++++ MATERIAL SHOWN ++++

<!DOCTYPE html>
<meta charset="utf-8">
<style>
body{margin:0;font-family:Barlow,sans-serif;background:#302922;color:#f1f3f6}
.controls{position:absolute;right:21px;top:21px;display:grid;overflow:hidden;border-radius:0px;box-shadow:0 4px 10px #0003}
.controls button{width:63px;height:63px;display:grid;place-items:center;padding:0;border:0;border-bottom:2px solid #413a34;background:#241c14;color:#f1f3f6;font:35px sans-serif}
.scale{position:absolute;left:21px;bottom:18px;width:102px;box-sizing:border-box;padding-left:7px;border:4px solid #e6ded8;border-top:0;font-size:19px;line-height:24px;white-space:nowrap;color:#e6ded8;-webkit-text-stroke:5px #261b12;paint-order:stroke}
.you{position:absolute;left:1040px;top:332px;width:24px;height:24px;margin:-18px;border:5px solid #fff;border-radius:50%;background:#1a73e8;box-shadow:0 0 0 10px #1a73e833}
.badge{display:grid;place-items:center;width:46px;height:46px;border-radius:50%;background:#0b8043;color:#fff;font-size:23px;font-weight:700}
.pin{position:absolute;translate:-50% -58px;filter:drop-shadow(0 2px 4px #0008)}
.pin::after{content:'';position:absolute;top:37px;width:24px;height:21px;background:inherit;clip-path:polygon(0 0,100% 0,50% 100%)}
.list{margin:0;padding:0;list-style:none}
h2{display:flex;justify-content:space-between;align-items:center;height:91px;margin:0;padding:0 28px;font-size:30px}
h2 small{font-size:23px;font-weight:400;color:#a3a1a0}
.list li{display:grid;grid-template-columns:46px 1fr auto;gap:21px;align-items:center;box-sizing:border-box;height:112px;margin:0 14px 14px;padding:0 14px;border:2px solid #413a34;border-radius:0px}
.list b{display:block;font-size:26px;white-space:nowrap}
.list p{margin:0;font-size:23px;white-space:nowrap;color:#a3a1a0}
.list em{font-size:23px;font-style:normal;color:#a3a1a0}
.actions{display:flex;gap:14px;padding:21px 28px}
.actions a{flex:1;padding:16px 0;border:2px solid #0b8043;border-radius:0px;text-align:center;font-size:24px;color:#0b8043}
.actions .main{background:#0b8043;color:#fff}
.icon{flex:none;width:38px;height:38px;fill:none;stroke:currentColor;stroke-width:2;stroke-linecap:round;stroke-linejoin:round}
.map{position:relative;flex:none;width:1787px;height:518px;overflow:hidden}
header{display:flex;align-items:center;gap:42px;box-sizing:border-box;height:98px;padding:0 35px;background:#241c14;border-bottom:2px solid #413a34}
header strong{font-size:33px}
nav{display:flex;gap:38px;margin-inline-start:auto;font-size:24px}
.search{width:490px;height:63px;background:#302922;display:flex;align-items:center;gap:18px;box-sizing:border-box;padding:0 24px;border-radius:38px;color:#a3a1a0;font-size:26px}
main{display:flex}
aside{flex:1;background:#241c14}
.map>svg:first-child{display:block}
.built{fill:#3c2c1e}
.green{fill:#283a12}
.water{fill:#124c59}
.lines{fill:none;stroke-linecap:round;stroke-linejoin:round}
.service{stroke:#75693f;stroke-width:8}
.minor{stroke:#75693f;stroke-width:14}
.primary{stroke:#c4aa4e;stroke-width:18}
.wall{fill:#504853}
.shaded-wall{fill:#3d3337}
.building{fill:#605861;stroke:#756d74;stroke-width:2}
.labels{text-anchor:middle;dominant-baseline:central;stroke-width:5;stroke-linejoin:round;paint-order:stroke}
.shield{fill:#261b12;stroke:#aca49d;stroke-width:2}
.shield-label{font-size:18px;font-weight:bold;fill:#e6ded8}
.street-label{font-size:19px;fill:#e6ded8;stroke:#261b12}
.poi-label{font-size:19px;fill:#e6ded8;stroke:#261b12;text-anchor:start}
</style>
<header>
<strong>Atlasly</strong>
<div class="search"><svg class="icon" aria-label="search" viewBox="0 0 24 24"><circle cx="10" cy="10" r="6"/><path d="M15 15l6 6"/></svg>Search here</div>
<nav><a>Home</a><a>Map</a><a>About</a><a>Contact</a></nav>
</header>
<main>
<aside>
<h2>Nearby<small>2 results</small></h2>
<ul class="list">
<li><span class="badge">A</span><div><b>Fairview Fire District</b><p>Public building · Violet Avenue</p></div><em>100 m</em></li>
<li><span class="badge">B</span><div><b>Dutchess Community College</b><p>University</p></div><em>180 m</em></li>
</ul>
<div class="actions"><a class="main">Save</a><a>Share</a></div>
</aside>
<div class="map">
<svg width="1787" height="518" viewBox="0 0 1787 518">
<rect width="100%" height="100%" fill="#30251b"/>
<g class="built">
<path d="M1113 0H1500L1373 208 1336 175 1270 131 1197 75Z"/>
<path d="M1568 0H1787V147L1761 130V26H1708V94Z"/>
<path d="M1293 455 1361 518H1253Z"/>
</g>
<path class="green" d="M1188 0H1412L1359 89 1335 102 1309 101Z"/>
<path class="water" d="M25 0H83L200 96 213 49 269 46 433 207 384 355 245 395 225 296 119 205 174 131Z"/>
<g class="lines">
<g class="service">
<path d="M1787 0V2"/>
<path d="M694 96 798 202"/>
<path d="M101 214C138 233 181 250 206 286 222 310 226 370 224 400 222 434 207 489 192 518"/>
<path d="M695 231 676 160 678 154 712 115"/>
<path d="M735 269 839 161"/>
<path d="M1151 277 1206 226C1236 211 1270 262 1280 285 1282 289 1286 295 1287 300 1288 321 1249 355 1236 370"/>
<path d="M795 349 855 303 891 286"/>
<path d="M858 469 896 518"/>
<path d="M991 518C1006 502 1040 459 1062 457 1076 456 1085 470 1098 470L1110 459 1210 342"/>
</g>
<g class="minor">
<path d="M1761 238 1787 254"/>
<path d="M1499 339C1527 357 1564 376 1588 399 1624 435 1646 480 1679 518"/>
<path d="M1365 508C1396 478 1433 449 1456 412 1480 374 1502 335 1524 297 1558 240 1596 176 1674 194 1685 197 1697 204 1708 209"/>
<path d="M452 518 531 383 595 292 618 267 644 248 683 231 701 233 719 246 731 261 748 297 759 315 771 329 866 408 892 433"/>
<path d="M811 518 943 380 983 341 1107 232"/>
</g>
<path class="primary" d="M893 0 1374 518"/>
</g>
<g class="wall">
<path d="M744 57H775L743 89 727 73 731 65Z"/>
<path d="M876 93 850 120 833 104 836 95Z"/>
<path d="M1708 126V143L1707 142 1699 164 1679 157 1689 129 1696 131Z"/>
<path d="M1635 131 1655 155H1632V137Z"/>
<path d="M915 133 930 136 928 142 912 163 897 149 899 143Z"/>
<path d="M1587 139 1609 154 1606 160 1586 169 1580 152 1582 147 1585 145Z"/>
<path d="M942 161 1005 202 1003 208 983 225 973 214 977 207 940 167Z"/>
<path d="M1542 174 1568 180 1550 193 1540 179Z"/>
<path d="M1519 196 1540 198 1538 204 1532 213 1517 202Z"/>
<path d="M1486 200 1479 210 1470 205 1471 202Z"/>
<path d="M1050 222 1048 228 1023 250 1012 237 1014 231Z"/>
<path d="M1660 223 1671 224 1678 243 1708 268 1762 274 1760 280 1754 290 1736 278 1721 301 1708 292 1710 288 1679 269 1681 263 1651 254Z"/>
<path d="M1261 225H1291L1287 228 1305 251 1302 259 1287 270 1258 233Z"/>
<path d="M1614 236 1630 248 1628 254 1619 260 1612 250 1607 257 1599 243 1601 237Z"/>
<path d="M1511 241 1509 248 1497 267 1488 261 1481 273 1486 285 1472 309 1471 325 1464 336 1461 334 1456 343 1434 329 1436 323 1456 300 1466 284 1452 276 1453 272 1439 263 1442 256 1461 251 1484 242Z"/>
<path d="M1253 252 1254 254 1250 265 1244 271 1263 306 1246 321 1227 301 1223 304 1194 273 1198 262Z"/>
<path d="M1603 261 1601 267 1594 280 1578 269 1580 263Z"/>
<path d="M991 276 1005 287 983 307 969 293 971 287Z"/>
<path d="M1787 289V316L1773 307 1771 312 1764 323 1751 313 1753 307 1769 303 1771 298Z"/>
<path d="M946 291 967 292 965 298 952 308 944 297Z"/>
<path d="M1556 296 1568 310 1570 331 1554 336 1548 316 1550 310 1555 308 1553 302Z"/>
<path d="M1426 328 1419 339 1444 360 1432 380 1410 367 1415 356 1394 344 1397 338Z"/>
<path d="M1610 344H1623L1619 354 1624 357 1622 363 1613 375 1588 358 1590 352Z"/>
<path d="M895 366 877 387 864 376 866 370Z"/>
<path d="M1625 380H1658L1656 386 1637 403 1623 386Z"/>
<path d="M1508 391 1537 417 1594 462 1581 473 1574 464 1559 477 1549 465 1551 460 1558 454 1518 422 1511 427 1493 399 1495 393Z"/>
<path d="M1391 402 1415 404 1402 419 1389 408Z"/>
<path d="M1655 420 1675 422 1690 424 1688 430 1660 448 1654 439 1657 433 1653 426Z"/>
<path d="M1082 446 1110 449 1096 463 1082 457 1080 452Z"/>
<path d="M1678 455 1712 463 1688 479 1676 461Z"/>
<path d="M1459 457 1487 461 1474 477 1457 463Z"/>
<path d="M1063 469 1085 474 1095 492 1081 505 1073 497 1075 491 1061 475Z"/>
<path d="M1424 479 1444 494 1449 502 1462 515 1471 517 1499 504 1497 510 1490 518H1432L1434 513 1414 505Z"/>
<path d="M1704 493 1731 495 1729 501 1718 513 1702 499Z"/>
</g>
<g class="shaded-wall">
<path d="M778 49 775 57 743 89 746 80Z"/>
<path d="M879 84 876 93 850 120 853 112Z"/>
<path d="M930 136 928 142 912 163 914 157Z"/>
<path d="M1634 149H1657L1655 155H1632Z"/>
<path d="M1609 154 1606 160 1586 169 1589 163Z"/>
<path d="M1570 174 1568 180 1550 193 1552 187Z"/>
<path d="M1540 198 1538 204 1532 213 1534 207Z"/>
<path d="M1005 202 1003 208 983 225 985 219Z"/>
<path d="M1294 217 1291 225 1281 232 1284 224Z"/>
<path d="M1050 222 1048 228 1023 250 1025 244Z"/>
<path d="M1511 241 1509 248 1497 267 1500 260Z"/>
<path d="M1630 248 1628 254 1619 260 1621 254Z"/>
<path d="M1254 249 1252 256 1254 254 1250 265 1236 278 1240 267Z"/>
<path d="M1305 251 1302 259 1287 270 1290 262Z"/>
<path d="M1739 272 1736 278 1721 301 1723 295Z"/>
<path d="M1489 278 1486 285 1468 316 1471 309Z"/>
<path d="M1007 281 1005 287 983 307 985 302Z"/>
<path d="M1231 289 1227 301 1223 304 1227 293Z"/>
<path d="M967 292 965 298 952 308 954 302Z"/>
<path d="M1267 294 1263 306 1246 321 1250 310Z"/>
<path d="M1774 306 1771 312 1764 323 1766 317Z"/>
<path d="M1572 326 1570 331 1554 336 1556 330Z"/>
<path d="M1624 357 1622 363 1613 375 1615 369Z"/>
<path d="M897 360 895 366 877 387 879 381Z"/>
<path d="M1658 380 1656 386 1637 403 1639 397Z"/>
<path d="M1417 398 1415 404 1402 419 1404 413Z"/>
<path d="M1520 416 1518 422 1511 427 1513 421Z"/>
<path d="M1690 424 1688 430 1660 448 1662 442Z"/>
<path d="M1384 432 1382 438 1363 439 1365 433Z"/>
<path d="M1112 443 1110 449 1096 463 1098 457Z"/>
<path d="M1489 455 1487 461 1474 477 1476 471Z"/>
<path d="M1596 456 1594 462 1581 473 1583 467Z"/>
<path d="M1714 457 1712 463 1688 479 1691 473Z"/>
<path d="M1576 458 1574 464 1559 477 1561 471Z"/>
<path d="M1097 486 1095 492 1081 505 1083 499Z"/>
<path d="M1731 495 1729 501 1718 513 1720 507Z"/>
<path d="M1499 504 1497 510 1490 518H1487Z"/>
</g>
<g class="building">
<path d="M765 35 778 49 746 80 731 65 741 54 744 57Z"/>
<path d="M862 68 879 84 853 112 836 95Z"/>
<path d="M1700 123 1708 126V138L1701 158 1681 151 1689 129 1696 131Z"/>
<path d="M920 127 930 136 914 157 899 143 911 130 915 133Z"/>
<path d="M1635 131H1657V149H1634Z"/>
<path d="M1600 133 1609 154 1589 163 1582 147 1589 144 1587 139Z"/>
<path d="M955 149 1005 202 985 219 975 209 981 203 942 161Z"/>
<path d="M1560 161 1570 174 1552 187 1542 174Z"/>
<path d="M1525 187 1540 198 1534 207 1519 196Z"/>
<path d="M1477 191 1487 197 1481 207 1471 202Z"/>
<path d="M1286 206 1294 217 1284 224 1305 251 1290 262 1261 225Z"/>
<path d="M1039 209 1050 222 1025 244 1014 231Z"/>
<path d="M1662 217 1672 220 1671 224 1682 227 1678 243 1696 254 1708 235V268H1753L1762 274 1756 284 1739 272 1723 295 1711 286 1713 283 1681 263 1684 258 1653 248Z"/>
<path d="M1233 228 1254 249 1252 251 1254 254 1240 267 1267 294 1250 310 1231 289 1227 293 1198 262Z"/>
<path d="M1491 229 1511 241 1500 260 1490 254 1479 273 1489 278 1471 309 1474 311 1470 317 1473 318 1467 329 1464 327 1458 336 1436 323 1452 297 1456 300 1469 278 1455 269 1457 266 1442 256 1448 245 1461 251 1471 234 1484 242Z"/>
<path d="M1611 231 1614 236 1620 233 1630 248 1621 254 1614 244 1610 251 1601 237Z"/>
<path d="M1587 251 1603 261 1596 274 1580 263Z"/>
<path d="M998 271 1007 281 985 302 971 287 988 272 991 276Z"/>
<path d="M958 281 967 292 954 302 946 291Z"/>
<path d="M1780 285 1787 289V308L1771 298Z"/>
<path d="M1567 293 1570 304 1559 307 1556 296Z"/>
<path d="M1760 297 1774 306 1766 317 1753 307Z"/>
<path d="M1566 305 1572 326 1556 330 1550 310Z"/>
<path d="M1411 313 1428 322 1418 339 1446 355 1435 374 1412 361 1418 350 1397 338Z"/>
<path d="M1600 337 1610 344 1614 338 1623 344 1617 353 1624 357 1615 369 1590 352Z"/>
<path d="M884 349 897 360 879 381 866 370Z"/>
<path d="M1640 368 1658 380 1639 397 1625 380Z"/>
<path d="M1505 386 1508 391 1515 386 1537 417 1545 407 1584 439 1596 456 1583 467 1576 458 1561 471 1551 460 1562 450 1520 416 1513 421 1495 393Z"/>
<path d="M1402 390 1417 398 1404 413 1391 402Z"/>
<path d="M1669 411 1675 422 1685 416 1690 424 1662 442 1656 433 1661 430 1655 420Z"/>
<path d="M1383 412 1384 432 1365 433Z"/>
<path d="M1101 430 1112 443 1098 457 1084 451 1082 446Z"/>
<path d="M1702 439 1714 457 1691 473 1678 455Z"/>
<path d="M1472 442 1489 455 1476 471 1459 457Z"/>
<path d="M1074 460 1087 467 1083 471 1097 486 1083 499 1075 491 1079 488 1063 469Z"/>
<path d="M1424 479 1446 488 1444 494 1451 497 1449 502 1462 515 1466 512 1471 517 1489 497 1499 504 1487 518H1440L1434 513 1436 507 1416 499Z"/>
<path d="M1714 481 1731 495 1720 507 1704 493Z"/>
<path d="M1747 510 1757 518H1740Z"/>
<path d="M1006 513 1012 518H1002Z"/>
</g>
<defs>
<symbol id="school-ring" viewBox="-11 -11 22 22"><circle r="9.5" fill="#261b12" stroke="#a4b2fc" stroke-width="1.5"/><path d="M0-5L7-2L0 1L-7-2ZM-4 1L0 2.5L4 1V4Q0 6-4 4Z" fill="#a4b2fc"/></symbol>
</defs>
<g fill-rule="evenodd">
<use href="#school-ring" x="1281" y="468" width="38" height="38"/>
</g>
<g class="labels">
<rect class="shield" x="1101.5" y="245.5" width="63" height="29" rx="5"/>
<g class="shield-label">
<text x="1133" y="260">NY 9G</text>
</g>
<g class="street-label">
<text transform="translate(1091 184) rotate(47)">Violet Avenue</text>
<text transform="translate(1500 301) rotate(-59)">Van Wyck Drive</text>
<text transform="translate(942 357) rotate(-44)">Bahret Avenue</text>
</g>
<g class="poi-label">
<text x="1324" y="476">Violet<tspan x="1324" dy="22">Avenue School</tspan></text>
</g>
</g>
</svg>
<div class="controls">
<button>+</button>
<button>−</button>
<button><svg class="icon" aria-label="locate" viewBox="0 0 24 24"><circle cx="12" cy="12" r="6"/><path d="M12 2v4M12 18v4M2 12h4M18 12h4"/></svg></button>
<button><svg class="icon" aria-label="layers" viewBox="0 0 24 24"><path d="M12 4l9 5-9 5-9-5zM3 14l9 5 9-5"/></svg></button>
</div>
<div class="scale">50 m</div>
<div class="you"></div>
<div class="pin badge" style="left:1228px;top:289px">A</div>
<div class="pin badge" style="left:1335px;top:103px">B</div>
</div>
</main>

++++

■ WHAT TO WORK ON ■
Where a line of the records includes "scale", copy it.

■ SOLUTION FOR THIS PROBLEM ■
.scale{position:absolute;left:21px;bottom:18px;width:102px;box-sizing:border-box;padding-left:7px;border:4px solid #e6ded8;border-top:0;font-size:19px;line-height:24px;white-space:nowrap;color:#e6ded8;-webkit-text-stroke:5px #261b12;paint-order:stroke}
<div class="scale">50 m</div>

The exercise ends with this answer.